**PROBLEM STATEMENT:** Please reproduce exactly the lines from the start of the records through the one containing "font-size:32px; font-weight:400; color:var(--muted)", and nothing more.

━━━━━━━━

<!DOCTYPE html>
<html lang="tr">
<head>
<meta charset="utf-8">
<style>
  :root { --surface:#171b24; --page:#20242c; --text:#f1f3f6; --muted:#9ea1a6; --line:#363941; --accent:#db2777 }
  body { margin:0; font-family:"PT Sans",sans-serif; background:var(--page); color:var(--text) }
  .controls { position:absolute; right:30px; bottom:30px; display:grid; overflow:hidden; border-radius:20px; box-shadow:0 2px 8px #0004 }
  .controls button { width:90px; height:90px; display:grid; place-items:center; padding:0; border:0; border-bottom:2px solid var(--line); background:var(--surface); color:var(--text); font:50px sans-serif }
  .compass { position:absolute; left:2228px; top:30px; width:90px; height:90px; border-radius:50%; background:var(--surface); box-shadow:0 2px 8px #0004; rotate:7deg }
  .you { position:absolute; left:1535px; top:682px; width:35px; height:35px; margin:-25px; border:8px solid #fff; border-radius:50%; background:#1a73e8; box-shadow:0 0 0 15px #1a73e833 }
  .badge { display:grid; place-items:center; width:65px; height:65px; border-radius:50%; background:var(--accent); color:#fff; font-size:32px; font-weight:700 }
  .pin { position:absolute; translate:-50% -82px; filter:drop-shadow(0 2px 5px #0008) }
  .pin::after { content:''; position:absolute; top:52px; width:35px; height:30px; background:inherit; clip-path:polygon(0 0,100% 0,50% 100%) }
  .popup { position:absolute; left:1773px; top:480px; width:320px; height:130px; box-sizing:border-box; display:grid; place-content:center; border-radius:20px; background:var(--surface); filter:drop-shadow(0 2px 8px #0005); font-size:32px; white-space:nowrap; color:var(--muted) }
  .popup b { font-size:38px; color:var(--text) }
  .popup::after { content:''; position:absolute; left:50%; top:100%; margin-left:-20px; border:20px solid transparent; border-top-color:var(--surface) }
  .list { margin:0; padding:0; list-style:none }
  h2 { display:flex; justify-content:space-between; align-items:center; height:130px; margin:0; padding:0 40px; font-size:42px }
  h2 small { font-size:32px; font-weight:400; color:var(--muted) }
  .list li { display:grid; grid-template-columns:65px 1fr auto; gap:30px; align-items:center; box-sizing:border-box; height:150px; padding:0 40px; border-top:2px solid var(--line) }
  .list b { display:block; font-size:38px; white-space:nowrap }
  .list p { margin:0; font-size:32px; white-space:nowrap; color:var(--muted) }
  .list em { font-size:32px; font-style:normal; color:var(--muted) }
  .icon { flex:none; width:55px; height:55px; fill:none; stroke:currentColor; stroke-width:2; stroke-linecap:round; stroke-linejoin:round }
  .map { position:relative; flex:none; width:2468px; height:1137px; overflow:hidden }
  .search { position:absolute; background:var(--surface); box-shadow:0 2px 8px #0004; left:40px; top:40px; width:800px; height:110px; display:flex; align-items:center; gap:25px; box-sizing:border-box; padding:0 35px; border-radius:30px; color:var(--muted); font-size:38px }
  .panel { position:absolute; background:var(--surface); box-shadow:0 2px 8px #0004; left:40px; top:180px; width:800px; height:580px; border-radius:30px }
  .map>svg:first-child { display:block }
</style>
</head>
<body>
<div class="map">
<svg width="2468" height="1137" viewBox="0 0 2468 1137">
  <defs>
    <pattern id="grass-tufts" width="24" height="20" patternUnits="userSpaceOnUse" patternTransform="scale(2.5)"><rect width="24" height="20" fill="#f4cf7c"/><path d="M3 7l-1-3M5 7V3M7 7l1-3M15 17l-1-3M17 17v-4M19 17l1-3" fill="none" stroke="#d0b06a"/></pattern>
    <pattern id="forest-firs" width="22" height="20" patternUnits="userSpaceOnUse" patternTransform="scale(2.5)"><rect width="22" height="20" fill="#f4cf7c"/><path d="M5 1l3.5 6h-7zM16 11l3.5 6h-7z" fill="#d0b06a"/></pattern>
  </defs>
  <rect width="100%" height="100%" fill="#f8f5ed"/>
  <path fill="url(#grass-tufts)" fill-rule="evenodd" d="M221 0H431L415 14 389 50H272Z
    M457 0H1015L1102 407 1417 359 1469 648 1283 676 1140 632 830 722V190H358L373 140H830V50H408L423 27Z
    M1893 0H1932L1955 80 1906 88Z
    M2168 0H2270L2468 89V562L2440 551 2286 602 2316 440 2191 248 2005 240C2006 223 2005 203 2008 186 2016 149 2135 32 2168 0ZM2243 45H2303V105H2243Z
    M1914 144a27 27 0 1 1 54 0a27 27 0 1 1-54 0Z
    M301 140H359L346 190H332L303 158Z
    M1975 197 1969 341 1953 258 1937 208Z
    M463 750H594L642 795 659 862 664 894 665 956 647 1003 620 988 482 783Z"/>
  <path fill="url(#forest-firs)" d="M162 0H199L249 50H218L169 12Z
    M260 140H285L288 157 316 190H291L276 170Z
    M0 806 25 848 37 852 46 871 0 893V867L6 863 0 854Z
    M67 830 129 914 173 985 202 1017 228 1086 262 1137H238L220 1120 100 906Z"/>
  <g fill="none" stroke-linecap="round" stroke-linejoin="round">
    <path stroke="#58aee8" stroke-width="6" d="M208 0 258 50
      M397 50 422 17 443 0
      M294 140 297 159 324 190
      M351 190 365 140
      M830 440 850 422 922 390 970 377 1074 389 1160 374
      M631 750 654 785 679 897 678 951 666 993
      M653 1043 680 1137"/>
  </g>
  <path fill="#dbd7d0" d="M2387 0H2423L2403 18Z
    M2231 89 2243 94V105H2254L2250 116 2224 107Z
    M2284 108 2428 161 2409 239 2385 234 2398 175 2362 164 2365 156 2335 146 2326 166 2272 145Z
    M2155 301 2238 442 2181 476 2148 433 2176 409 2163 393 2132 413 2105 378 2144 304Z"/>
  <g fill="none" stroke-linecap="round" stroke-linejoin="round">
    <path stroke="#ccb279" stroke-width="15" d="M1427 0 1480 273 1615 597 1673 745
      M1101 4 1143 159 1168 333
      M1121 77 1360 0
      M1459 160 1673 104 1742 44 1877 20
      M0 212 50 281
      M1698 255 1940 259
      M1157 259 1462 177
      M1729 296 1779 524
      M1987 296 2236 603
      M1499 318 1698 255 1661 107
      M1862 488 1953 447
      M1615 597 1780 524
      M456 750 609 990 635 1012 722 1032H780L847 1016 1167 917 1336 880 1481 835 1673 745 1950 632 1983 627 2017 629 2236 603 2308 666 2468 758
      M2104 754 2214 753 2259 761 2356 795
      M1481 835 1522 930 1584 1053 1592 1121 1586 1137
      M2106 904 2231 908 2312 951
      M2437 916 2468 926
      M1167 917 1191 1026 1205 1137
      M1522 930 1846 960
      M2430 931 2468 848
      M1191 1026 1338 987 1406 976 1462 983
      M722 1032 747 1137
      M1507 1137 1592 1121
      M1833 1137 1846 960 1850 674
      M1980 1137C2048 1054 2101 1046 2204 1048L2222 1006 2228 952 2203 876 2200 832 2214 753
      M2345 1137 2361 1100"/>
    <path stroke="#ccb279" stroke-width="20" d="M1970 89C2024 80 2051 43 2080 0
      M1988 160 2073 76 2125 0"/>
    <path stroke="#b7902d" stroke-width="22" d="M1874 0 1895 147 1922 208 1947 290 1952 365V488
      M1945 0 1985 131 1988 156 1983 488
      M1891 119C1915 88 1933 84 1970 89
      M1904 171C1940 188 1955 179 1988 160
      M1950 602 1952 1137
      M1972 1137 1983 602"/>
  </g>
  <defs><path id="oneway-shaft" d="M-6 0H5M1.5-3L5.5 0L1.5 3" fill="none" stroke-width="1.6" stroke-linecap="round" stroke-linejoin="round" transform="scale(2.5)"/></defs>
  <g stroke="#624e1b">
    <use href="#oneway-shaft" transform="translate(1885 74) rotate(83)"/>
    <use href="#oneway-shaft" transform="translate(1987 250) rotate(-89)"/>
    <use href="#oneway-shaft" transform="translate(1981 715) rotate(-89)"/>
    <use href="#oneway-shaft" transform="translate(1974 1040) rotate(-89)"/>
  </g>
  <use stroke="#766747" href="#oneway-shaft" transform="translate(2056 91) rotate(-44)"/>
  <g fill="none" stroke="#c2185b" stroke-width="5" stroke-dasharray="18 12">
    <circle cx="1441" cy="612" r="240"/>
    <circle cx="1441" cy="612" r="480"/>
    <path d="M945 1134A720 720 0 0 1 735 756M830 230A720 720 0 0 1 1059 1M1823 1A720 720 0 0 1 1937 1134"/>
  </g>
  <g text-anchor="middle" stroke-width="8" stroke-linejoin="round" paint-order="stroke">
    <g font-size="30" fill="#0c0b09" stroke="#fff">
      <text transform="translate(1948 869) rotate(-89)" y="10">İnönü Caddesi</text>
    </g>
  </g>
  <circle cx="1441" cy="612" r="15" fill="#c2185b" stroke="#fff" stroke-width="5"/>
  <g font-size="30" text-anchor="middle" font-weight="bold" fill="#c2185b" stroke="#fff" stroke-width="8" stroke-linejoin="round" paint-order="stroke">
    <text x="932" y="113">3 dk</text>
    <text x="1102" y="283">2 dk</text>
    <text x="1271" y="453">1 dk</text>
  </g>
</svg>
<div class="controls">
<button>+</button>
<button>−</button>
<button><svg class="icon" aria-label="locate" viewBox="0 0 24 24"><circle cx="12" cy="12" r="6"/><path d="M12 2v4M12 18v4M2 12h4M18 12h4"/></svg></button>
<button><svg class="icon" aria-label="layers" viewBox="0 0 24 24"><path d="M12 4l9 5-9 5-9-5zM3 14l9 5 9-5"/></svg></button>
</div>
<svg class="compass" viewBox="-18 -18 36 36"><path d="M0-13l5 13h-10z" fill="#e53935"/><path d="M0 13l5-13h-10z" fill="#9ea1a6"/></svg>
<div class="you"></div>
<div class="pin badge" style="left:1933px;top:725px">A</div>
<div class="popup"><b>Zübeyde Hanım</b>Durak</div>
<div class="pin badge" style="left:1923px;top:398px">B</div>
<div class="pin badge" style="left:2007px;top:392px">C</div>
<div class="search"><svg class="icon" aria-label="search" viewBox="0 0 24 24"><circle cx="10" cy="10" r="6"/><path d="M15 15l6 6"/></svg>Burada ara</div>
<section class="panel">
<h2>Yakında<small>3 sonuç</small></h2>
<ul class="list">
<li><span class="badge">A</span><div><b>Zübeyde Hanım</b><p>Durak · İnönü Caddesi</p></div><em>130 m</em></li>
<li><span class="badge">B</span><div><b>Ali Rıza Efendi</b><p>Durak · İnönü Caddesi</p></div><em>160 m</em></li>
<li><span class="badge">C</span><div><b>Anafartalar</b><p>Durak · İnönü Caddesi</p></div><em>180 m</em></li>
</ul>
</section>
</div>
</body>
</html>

━━━━━━━━

**SOLUTION FOR THIS PROBLEM:**
<!DOCTYPE html>
<html lang="tr">
<head>
<meta charset="utf-8">
<style>
  :root { --surface:#171b24; --page:#20242c; --text:#f1f3f6; --muted:#9ea1a6; --line:#363941; --accent:#db2777 }
  body { margin:0; font-family:"PT Sans",sans-serif; background:var(--page); color:var(--text) }
  .controls { position:absolute; right:30px; bottom:30px; display:grid; overflow:hidden; border-radius:20px; box-shadow:0 2px 8px #0004 }
  .controls button { width:90px; height:90px; display:grid; place-items:center; padding:0; border:0; border-bottom:2px solid var(--line); background:var(--surface); color:var(--text); font:50px sans-serif }
  .compass { position:absolute; left:2228px; top:30px; width:90px; height:90px; border-radius:50%; background:var(--surface); box-shadow:0 2px 8px #0004; rotate:7deg }
  .you { position:absolute; left:1535px; top:682px; width:35px; height:35px; margin:-25px; border:8px solid #fff; border-radius:50%; background:#1a73e8; box-shadow:0 0 0 15px #1a73e833 }
  .badge { display:grid; place-items:center; width:65px; height:65px; border-radius:50%; background:var(--accent); color:#fff; font-size:32px; font-weight:700 }
  .pin { position:absolute; translate:-50% -82px; filter:drop-shadow(0 2px 5px #0008) }
  .pin::after { content:''; position:absolute; top:52px; width:35px; height:30px; background:inherit; clip-path:polygon(0 0,100% 0,50% 100%) }
  .popup { position:absolute; left:1773px; top:480px; width:320px; height:130px; box-sizing:border-box; display:grid; place-content:center; border-radius:20px; background:var(--surface); filter:drop-shadow(0 2px 8px #0005); font-size:32px; white-space:nowrap; color:var(--muted) }
  .popup b { font-size:38px; color:var(--text) }
  .popup::after { content:''; position:absolute; left:50%; top:100%; margin-left:-20px; border:20px solid transparent; border-top-color:var(--surface) }
  .list { margin:0; padding:0; list-style:none }
  h2 { display:flex; justify-content:space-between; align-items:center; height:130px; margin:0; padding:0 40px; font-size:42px }
  h2 small { font-size:32px; font-weight:400; color:var(--muted) }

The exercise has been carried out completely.